The cost of such medicine would make it impossible to retrieve. Gifts from sponsors go up in price the longer the games continue. We're in the latter stages of the Games so medicine that strong would cost a fortune for Haymitch to attain. There aren't many of us left and the audience will begin to grow impatient soon. One less tribute would mean one step closer to crowning their Victor.
"Here, take these," I say, handing him fever pills. It's the only option for now until I figured something out.
I wait for him to swallow the pills, then the entire container of water, and after that I tend to his minor wounds to reduce his pain as much as possible. It is the least that I can do right now. After I tend to his burns and stings, I wipe my forehead with the back of my palm which is covered in sweat. I've been fussing over Peeta for hours and I never took note of how brutally hot it was. It's clear that the Gamemakers were progressively increasing the temperature during the day to make us as uncomfortable as possible, which only makes me hate them more than I already did.
While Peeta rests, since there's little more that I can do, I rummage through my supplies to see what we both have to work with until I can figure something out. What I need most, and what I don't have is anti-infection medicine. You wouldn't find medicine like that at the Cornucopia in the pile of supplies. They didn't want to make it easy for us. The supplies would normally consist of weapons intended to kill, not medicine to heal. That would only slow the process of the Games and the audience thrived on death.
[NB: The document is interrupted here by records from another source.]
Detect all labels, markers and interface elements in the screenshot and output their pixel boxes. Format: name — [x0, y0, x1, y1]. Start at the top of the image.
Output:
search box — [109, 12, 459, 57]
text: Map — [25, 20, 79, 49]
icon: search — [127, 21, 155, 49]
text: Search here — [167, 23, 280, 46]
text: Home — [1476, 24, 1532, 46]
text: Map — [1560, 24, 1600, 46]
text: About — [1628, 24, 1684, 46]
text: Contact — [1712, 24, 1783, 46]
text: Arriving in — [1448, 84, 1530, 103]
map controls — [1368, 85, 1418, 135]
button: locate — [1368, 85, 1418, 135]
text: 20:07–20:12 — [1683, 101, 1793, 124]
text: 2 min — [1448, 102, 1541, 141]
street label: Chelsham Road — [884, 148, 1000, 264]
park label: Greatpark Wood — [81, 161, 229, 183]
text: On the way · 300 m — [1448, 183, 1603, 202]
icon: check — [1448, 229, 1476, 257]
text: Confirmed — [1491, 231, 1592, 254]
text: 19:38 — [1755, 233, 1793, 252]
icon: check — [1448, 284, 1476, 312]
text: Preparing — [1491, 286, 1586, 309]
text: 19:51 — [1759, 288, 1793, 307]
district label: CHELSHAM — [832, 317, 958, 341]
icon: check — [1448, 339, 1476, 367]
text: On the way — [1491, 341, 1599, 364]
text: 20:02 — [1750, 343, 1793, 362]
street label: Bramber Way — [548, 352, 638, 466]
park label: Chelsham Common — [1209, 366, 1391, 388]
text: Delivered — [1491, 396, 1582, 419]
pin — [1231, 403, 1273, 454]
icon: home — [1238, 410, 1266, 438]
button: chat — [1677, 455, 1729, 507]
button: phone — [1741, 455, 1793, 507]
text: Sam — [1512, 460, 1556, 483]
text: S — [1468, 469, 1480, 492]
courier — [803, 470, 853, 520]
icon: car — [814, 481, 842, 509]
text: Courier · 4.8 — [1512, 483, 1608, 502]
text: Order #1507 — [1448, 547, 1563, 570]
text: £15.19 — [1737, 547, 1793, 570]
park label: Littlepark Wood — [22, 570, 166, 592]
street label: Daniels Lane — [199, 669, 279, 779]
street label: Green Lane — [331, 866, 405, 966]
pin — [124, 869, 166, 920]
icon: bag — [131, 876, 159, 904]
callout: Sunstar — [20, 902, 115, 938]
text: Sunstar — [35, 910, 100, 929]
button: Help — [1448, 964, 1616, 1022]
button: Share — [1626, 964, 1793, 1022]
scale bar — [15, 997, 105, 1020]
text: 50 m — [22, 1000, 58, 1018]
Sighing, I walk to where Peeta is sleeping and I place a cool cloth on his forehead. It's futile, but anything is better than nothing.
And so we wait. I don't know how long we waited exactly. Minutes? Hours? My mind is foggy from the heat. My body is drenched in sweat. I wish they would stop messing with the temperature… I need to keep Peeta's temperature down or else he'll-
The sounds of the trumpets startle me, jolting me into an upright position. Peeta wakes up immediately, waiting nervously for Claudius Templesmith to speak. The more I hear is voice the more I hate it. His accent makes me nauseas. Everything about the Capitol makes me nauseas.
As expected, he's inviting us to a feast. I won't risk it. They do this nearly every year towards the end of the Games when things are starting to get slow and boring for the audience. Food isn't the biggest problem we have, it's Peeta, and I won't risk another encounter with the Careers just for a meal. But Templesmith continues, "Now, I know many of you are already declining my invitation but I must warn you that this is no ordinary feast. Each and every one of you remaining needs something desperately. Something that you would risk your life for."
Peeta's medicine. That's what I need. That's what I would risk my life for.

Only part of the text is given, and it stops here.